▶ [To do]
Take the listing from its first line through the line that contains "font-size:13px; font-style:normal; color:var(--muted)" and please retype those lines exactly, leaving out the pictures.

▶ [Excerpted records]

[Start of Attachment]

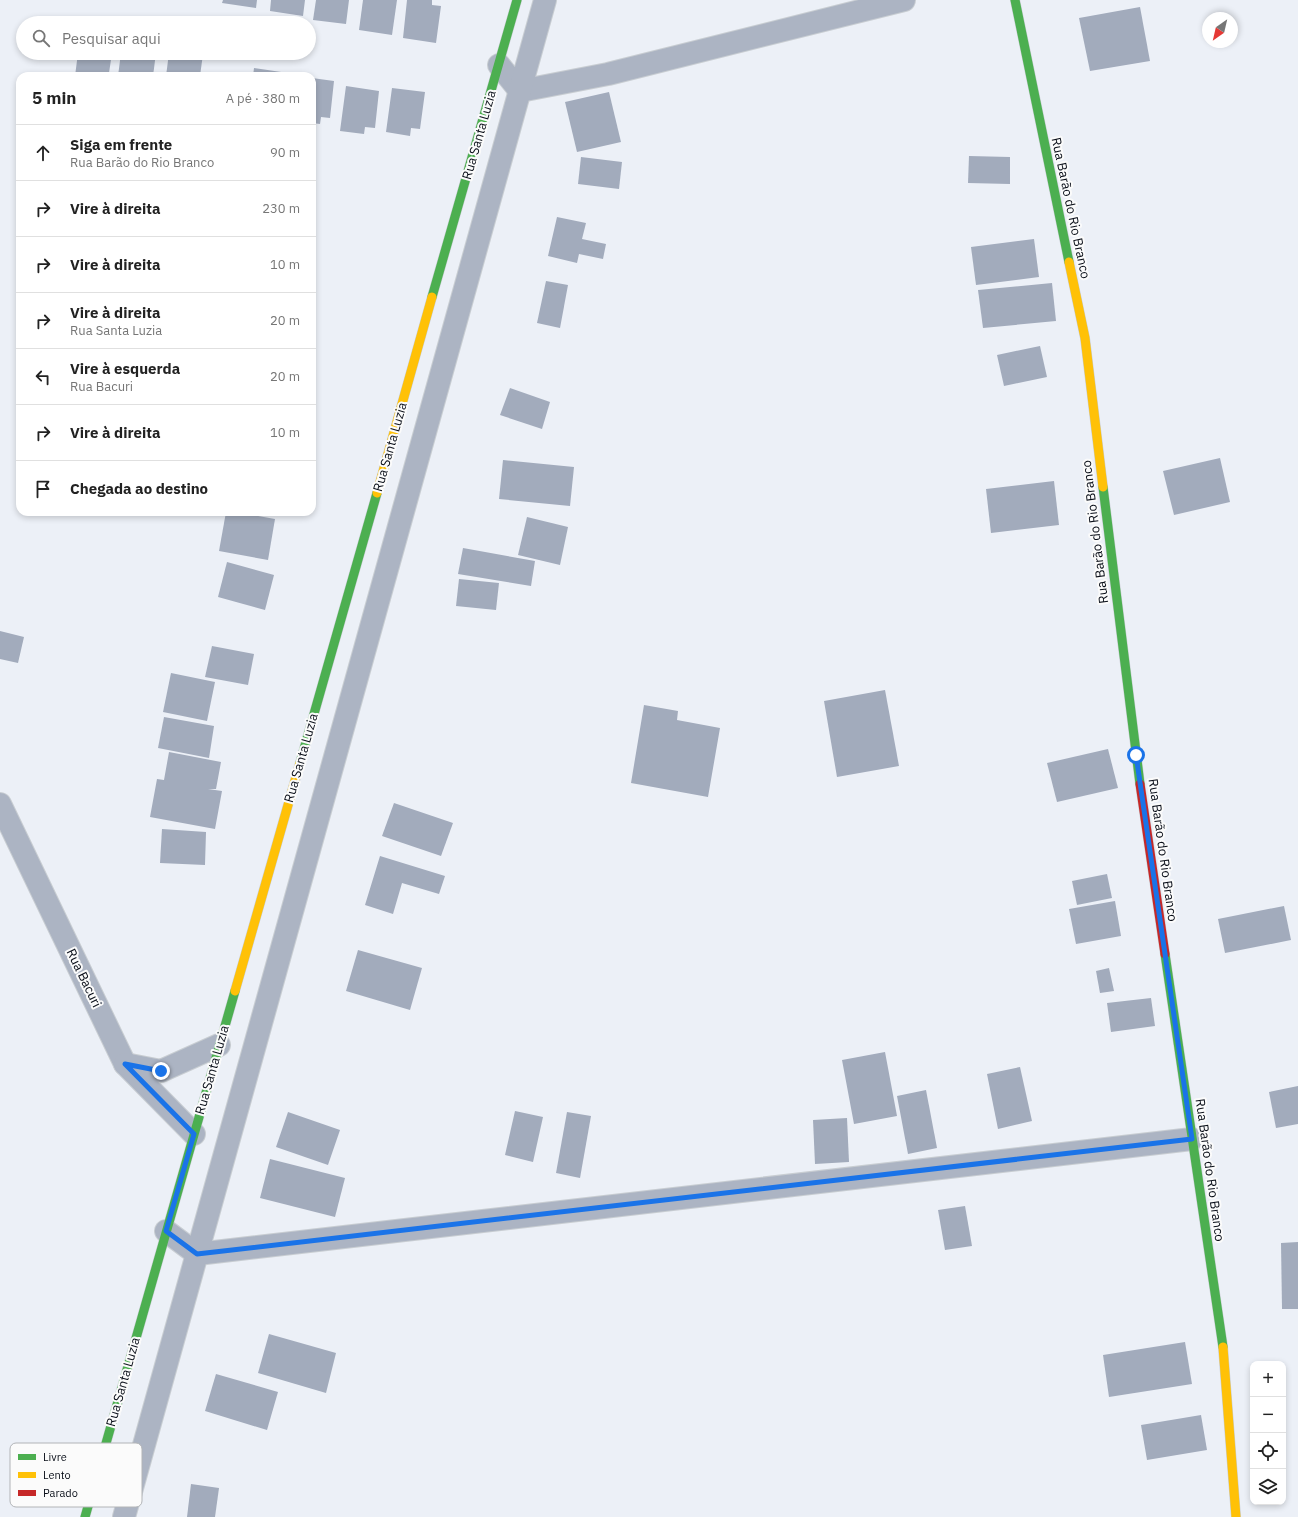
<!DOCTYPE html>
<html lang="pt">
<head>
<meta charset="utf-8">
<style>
  :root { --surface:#fff; --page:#f6f6f6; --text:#222; --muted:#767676; --line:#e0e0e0 }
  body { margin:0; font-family:"IBM Plex Sans",sans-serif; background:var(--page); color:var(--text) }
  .controls { position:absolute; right:12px; bottom:12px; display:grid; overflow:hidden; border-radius:8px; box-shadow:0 2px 6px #0003 }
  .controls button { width:36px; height:36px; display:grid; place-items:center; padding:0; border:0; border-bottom:1px solid var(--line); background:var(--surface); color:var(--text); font:20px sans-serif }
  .compass { position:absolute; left:1202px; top:12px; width:36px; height:36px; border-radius:50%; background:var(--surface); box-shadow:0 2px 6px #0003; rotate:214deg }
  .stop { position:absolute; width:12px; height:12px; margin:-9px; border:3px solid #1a73e8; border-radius:50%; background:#fff }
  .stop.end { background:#1a73e8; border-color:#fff; box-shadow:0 1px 4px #0008 }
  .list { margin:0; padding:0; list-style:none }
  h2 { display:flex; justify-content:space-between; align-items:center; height:52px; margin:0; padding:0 16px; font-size:17px }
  h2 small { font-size:13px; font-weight:400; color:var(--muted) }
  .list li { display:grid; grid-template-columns:26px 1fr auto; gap:12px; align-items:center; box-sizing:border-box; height:56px; padding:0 16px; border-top:1px solid var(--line) }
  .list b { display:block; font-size:15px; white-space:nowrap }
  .list p { margin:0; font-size:13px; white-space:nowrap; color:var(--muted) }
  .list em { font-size:13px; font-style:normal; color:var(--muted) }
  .icon { flex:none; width:22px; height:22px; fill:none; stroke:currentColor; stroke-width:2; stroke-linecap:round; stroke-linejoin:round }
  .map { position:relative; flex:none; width:1298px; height:1517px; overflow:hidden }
  .search { position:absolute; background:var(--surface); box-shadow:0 2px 6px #0003; left:16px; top:16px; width:300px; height:44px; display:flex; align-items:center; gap:10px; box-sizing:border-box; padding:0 14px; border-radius:22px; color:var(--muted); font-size:15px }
  .panel { position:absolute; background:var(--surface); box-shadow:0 2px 6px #0003; left:16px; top:72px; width:300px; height:444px; border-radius:12px }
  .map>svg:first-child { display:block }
  .building { fill:#a2abbc }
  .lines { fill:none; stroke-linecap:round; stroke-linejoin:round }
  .street-casing { stroke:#c8cdd2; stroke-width:24 }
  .fast-casing { stroke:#c8cdd2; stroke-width:10 }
  .slow-casing { stroke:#c8cdd2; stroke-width:10 }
  .jam-casing { stroke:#c8cdd2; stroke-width:10 }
  .street { stroke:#acb4c3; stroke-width:22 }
  .fast { stroke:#4caf50; stroke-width:9 }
  .slow { stroke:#ffc107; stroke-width:9 }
  .jam { stroke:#c62828; stroke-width:9 }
  .route { stroke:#1a73e8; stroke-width:5 }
  .labels { text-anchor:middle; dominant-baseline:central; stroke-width:4; stroke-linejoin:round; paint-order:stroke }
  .street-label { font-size:13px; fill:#080d17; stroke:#fbfbfb }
  .key { fill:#fbfbfb; stroke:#b2b4b7; stroke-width:1 }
  .key-label { font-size:11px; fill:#080d17 }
</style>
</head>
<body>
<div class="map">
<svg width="1298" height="1517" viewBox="0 0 1298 1517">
  <rect width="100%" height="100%" fill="#ecf0f7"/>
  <g class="building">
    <polygon points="223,0 257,0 256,8 222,3"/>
    <polygon points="271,0 305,0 303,16 270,11"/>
    <polygon points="316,0 349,0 346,24 313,20"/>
    <polygon points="363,0 397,0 392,35 359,30"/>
    <polygon points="407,0 432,0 432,5 441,6 436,43 403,38"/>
    <polygon points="1140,7 1150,61 1090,71 1079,18"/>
    <polygon points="78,53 112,53 109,73 100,72 100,76 75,76"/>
    <polygon points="121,53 156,53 153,76 118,76"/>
    <polygon points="169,53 203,54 200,76 166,76"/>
    <polygon points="254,68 288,73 287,76 253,76"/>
    <polygon points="312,78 334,81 330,118 321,117 320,124 312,123"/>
    <polygon points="346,86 379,91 375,128 365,127 364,134 340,131"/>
    <polygon points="392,88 425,92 420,129 411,128 410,136 386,132"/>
    <polygon points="609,92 621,142 577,152 565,102"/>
    <polygon points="969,156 1010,157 1010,184 968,183"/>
    <polygon points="581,157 622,162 619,189 578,184"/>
    <polygon points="557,217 586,223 582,239 606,244 603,259 579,254 577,263 548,256"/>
    <polygon points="1034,239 1039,277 976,285 971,247"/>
    <polygon points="546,281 568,285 560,328 537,323"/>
    <polygon points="1052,283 1056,321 983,328 978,290"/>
    <polygon points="1040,346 1047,377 1004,386 997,355"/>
    <polygon points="510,388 550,402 542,429 500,415"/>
    <polygon points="1220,458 1230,502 1174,515 1163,471"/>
    <polygon points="503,460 574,467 570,506 499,499"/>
    <polygon points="1054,481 1059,525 991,533 986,489"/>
    <polygon points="226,512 235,512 275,519 268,560 219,551"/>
    <polygon points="527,517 568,527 560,565 518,555"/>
    <polygon points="463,548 535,561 531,586 458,574"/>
    <polygon points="227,562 274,575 265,610 218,597"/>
    <polygon points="459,579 499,583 496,610 456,606"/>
    <polygon points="0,631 24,637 18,663 0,659"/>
    <polygon points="212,646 254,654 248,685 205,677"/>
    <polygon points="171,673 215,682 207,721 163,712"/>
    <polygon points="885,690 899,766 837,777 824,701"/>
    <polygon points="644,705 678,711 677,720 720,728 708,797 631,783"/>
    <polygon points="164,717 214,726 209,758 158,748"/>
    <polygon points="1108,749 1118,788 1057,802 1047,763"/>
    <polygon points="169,752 221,762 216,789 208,789 222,791 215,829 150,817 157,779 164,780"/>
    <polygon points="394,803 453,823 441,856 382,836"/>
    <polygon points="162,829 206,832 205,865 160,863"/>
    <polygon points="380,856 445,876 439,894 402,883 393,914 365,905"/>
    <polygon points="1107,874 1112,898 1077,905 1072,881"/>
    <polygon points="1115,901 1121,936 1076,944 1069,909"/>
    <polygon points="1284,906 1291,940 1225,953 1218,919"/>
    <polygon points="358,950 422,968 410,1010 346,991"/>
    <polygon points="1109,968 1114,991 1100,993 1096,971"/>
    <polygon points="1151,998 1155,1026 1111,1032 1107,1003"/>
    <polygon points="885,1052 897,1116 854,1124 842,1060"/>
    <polygon points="1020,1067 1032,1121 998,1129 987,1074"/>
    <polygon points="1298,1086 1298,1124 1276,1128 1269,1092"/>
    <polygon points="926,1090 937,1148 908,1154 897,1096"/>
    <polygon points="515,1111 543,1117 533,1162 505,1155"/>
    <polygon points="288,1112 340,1130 328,1165 276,1147"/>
    <polygon points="567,1112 591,1116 580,1178 556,1173"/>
    <polygon points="847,1118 849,1162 815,1164 813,1120"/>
    <polygon points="270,1159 345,1178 335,1217 260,1198"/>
    <polygon points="965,1206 972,1246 945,1250 938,1210"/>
    <polygon points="1298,1242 1298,1309 1282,1309 1281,1243"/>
    <polygon points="269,1334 336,1353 326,1393 258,1373"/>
    <polygon points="1185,1342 1192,1384 1109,1397 1103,1355"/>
    <polygon points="216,1374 278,1392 267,1430 205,1411"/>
    <polygon points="1201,1415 1207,1450 1147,1460 1141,1425"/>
    <polygon points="191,1484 219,1488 215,1517 187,1517"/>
  </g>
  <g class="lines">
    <g class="street-casing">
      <g id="street">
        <polyline points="499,65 520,91 608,74 904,0"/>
        <polyline points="0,804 125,1064 194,1134"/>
        <polyline points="125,1064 161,1071 219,1045"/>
        <polyline points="166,1231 197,1254 1192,1139"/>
        <polyline points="124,1517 545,0"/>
      </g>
    </g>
    <g class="fast-casing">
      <g id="fast">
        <polyline points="1015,0 1069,262"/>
        <polyline points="432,297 517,0"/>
        <polyline points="1103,487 1140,784"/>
        <polyline points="300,763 377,493"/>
        <polyline points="1165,954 1223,1347"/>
        <polyline points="85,1517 235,991"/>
      </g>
    </g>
    <g class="slow-casing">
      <g id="slow">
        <polyline points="1069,262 1085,338 1103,487"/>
        <polyline points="377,493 432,297"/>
        <polyline points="235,991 300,763"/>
        <polyline points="1223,1347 1236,1517"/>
      </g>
    </g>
    <g class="jam-casing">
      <polyline id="jam" points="1140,784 1165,954"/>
    </g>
    <use href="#street" class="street"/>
    <use href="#fast" class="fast"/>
    <use href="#slow" class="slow"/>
    <use href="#jam" class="jam"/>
  </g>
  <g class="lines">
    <polyline class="route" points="161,1071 125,1064 194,1134 166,1231 197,1254 1192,1139 1136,755"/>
  </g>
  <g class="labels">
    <g class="street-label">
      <text transform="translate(479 135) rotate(-74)">Rua Santa Luzia</text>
      <text transform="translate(1071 208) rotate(78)">Rua Barão do Rio Branco</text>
      <text transform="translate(390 447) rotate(-74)">Rua Santa Luzia</text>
      <text transform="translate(1095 532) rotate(-97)">Rua Barão do Rio Branco</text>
      <text transform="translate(301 758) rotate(-74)">Rua Santa Luzia</text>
      <text transform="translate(1163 850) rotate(82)">Rua Barão do Rio Branco</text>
      <text transform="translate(84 978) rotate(64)">Rua Bacuri</text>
      <text transform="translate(212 1070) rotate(-74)">Rua Santa Luzia</text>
      <text transform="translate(1210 1170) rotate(82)">Rua Barão do Rio Branco</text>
      <text transform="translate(123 1382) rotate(-74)">Rua Santa Luzia</text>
    </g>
  </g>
  <rect x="10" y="1443" width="132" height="64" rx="6" class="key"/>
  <rect x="18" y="1454" width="18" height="6" fill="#4caf50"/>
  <rect x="18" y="1472" width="18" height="6" fill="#ffc107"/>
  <rect x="18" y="1490" width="18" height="6" fill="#c62828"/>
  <g class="key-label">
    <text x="43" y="1461">Livre</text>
    <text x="43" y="1479">Lento</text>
    <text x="43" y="1497">Parado</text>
  </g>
</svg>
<div class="controls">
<button>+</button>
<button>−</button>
<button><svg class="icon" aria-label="locate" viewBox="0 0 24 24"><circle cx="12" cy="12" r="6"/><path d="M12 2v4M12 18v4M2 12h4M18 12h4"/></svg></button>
<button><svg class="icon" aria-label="layers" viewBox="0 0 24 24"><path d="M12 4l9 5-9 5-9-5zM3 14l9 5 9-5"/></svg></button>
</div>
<svg class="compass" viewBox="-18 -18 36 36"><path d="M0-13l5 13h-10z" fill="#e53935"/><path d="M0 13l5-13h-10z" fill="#767676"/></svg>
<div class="stop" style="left:1136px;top:755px"></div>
<div class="stop end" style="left:161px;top:1071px"></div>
<div class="search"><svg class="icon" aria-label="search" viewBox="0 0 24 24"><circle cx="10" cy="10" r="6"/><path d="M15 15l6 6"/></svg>Pesquisar aqui</div>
<section class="panel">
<h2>5 min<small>A pé · 380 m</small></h2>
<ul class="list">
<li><svg class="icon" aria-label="ahead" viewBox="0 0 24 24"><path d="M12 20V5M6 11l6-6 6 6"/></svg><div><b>Siga em frente</b><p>Rua Barão do Rio Branco</p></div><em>90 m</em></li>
<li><svg class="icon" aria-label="right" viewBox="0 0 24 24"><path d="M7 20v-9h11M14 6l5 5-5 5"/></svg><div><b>Vire à direita</b></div><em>230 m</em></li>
<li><svg class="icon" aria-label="right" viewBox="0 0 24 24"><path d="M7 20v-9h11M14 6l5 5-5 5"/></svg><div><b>Vire à direita</b></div><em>10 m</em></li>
<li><svg class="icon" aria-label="right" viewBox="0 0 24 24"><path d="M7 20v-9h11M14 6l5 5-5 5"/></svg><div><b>Vire à direita</b><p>Rua Santa Luzia</p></div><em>20 m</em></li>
<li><svg class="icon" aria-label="left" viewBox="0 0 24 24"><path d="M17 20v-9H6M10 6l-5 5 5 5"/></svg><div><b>Vire à esquerda</b><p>Rua Bacuri</p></div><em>20 m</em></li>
<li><svg class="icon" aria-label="right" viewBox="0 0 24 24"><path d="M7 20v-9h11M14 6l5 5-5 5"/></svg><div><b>Vire à direita</b></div><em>10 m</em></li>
<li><svg class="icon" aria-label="arrive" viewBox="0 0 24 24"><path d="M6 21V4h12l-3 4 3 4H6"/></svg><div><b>Chegada ao destino</b></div></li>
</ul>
</section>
</div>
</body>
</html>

[End of Attachment]

▶ [Reply to the exercise]
<!DOCTYPE html>
<html lang="pt">
<head>
<meta charset="utf-8">
<style>
  :root { --surface:#fff; --page:#f6f6f6; --text:#222; --muted:#767676; --line:#e0e0e0 }
  body { margin:0; font-family:"IBM Plex Sans",sans-serif; background:var(--page); color:var(--text) }
  .controls { position:absolute; right:12px; bottom:12px; display:grid; overflow:hidden; border-radius:8px; box-shadow:0 2px 6px #0003 }
  .controls button { width:36px; height:36px; display:grid; place-items:center; padding:0; border:0; border-bottom:1px solid var(--line); background:var(--surface); color:var(--text); font:20px sans-serif }
  .compass { position:absolute; left:1202px; top:12px; width:36px; height:36px; border-radius:50%; background:var(--surface); box-shadow:0 2px 6px #0003; rotate:214deg }
  .stop { position:absolute; width:12px; height:12px; margin:-9px; border:3px solid #1a73e8; border-radius:50%; background:#fff }
  .stop.end { background:#1a73e8; border-color:#fff; box-shadow:0 1px 4px #0008 }
  .list { margin:0; padding:0; list-style:none }
  h2 { display:flex; justify-content:space-between; align-items:center; height:52px; margin:0; padding:0 16px; font-size:17px }
  h2 small { font-size:13px; font-weight:400; color:var(--muted) }
  .list li { display:grid; grid-template-columns:26px 1fr auto; gap:12px; align-items:center; box-sizing:border-box; height:56px; padding:0 16px; border-top:1px solid var(--line) }
  .list b { display:block; font-size:15px; white-space:nowrap }
  .list p { margin:0; font-size:13px; white-space:nowrap; color:var(--muted) }
  .list em { font-size:13px; font-style:normal; color:var(--muted) }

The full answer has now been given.